Projections from the Indiana Business Research Center suggest Hoosiers shouldn’t expect a recovery from the recession for at least 12 to 18 months.
Each year, the IBRC calculates what it calls the Leading Index for Indiana. It’s a measure of the state’s economy which places the most weight on the sectors upon which Indiana is the most dependent, like manufacturing and transportation. Though it’s not as broad-based as some national outlooks, Director of Economic Analysis Tim Slaper said his report shows the state’s future is uncertain at best.
“I can’t say when we’re going to get a nice, good shot in the arm,” Slaper said. “Economic output has been fairly anemic in terms of its growth rate. So to be able to predict that in six months, we’re going to see things roaring back… I’d love to be able to say that, but I don’t see it in the numbers and I don’t think other economists see it.”
Slaper says the report could have an impact on the upcoming budget session of the Indiana General Assembly. Bloomington State Representative Matt Pierce said it will, but likely only to confirm what most lawmakers were already bracing for.
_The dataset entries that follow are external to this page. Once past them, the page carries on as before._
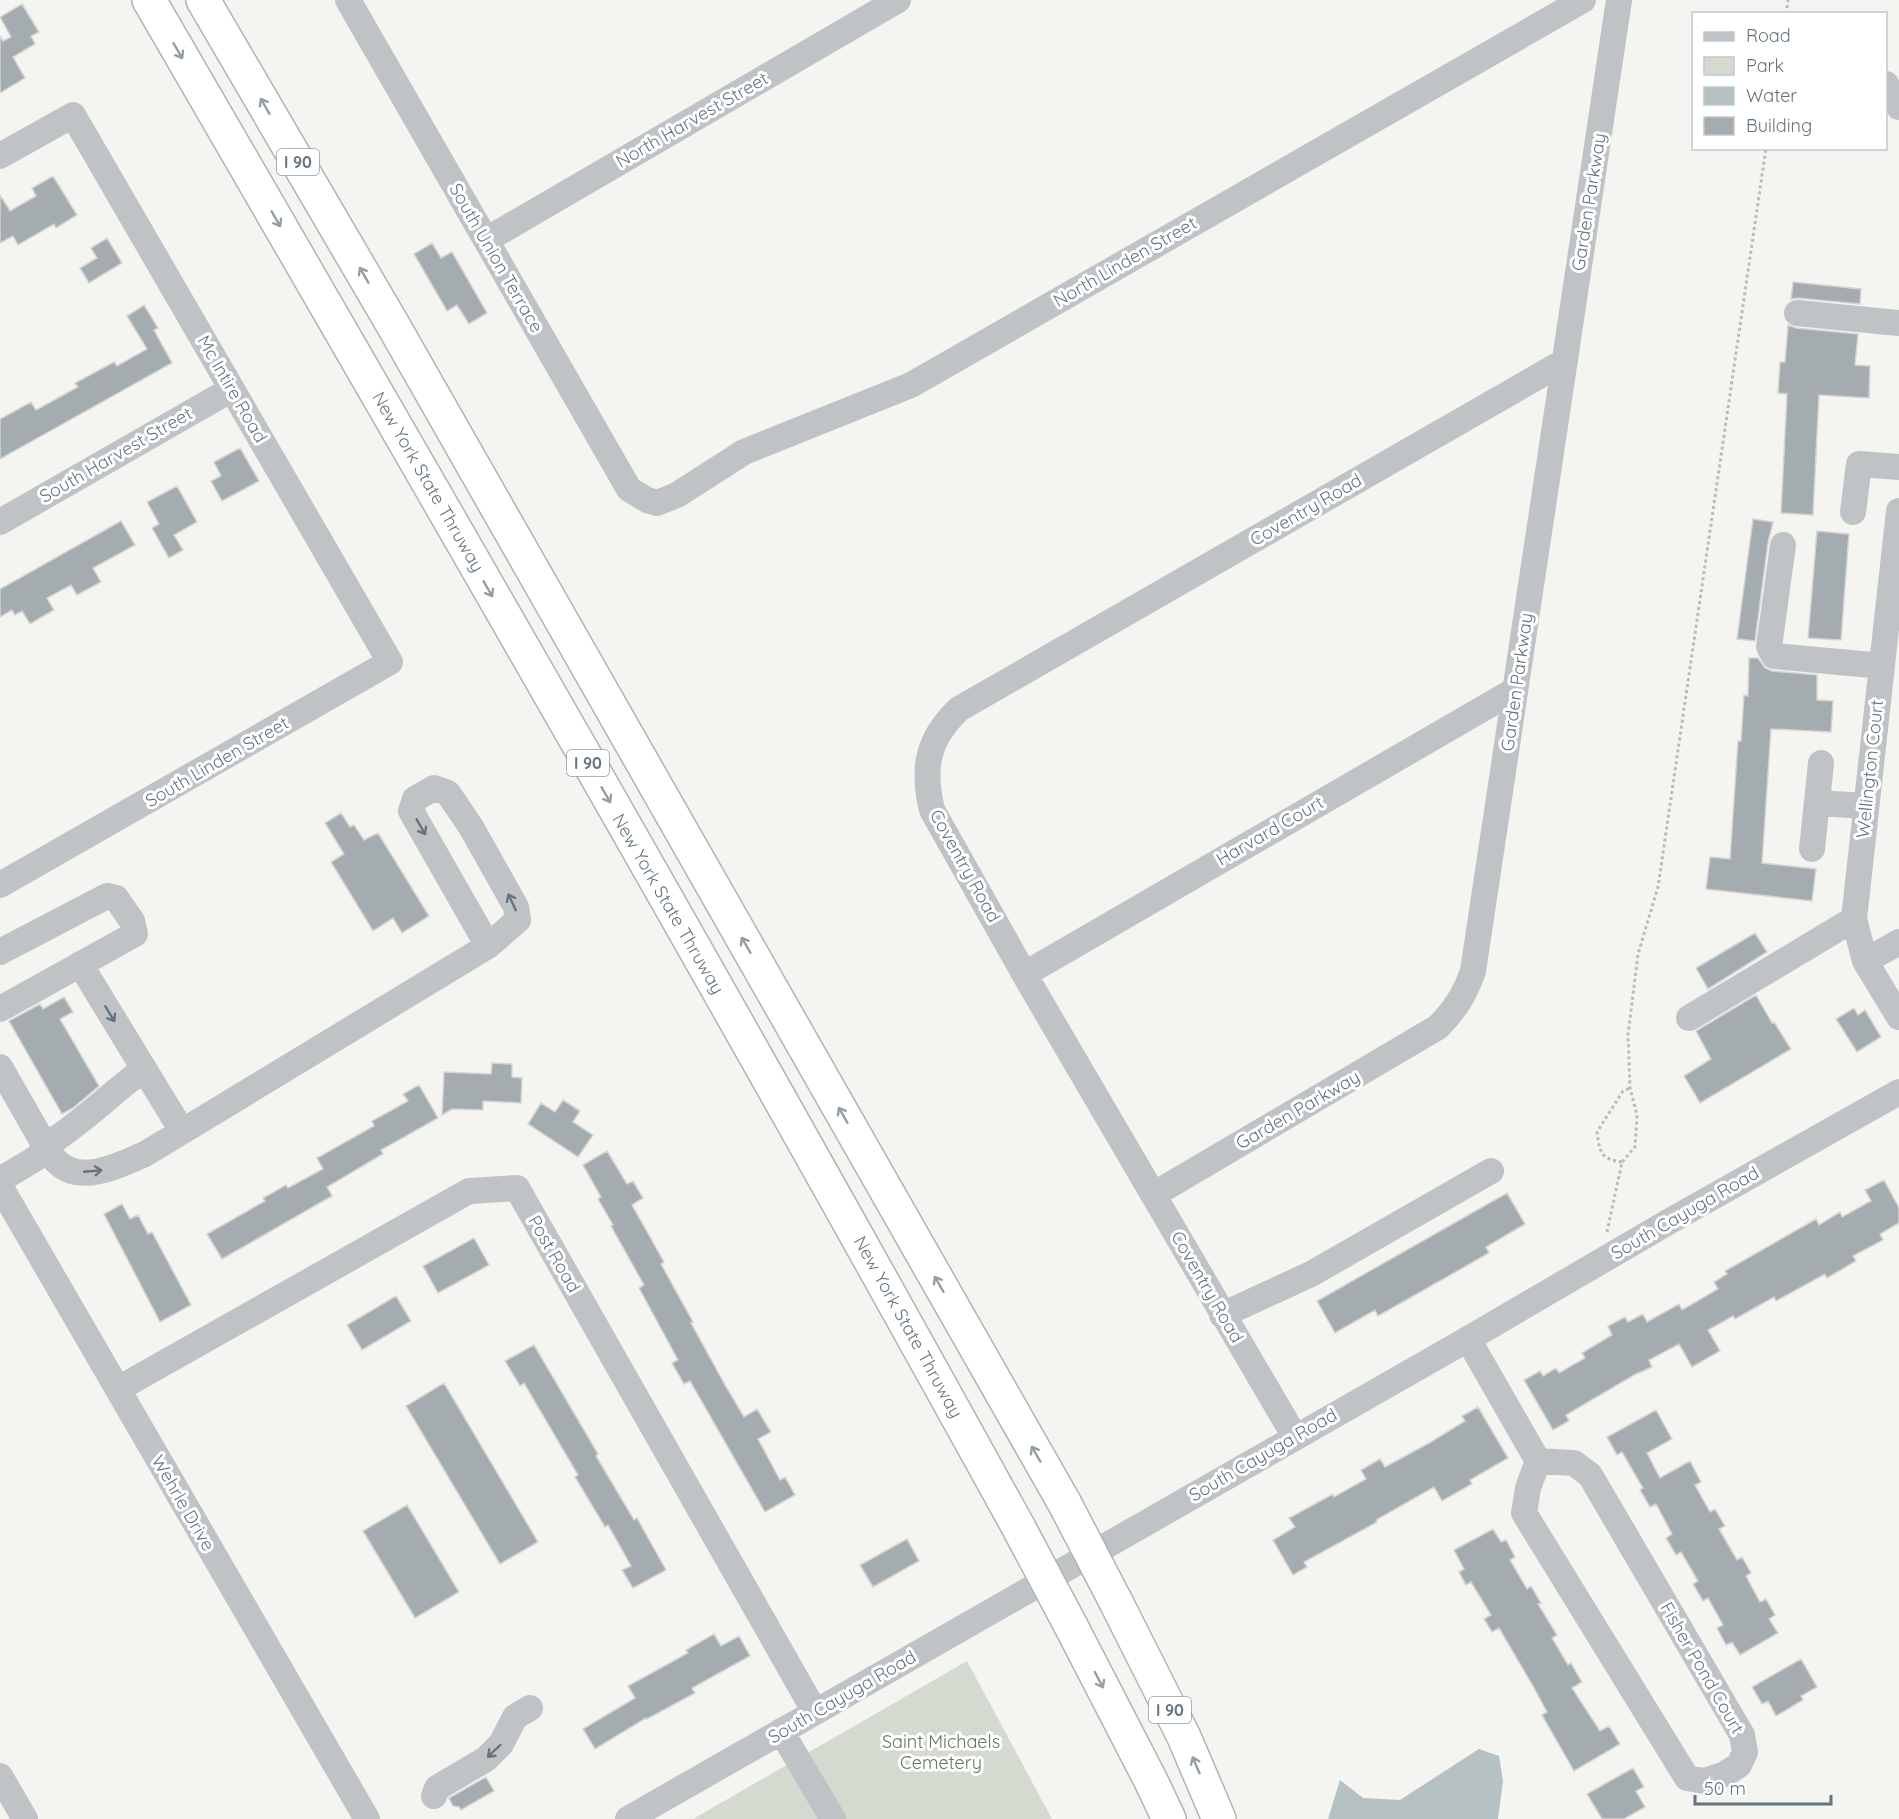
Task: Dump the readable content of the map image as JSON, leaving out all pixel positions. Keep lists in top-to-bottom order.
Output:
{
  "streets": {
    "highway": ["I 90", "New York State Thruway"],
    "street": [
      "North Harvest Street",
      "Garden Parkway",
      "South Union Terrace",
      "North Linden Street",
      "Mc Intire Road",
      "South Harvest Street",
      "Coventry Road",
      "South Linden Street",
      "Wellington Court",
      "Harvard Court",
      "South Cayuga Road",
      "Post Road",
      "Wehrle Drive",
      "Fisher Pond Court"
    ]
  },
  "crossings": [
    ["North Harvest Street", "South Union Terrace"],
    ["Garden Parkway", "Coventry Road"],
    ["Garden Parkway", "Harvard Court"],
    ["South Union Terrace", "North Linden Street"],
    ["Mc Intire Road", "South Harvest Street"],
    ["Mc Intire Road", "South Linden Street"],
    ["Coventry Road", "Harvard Court"],
    ["Coventry Road", "South Cayuga Road"],
    ["South Cayuga Road", "Post Road"],
    ["Post Road", "Wehrle Drive"]
  ],
  "parks": ["Saint Michaels Cemetery"],
  "legend": [
    "Road",
    "Park",
    "Water",
    "Building"
  ],
  "scale_bar": "50 m"
}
“I think most legislators are operating under the assumption that the economic growth is going to be pretty limited,” Pierce said. “We’re hoping there’s a little bit of an uptick we’re seeing, so that might be helpful, but we really don’t expect there to be a huge uptick. We kind of hope we might be surprised and get one, but I think everyone’s thinking that the next budget is going to have to be based on a pretty stagnant economic outlook.”
One positive, Slaper said, is that auto dealers say they’re seeing pent up demand – meaning once consumer confidence increases, those who have waited to buy a new car for several years could hit showroom floors by the droves.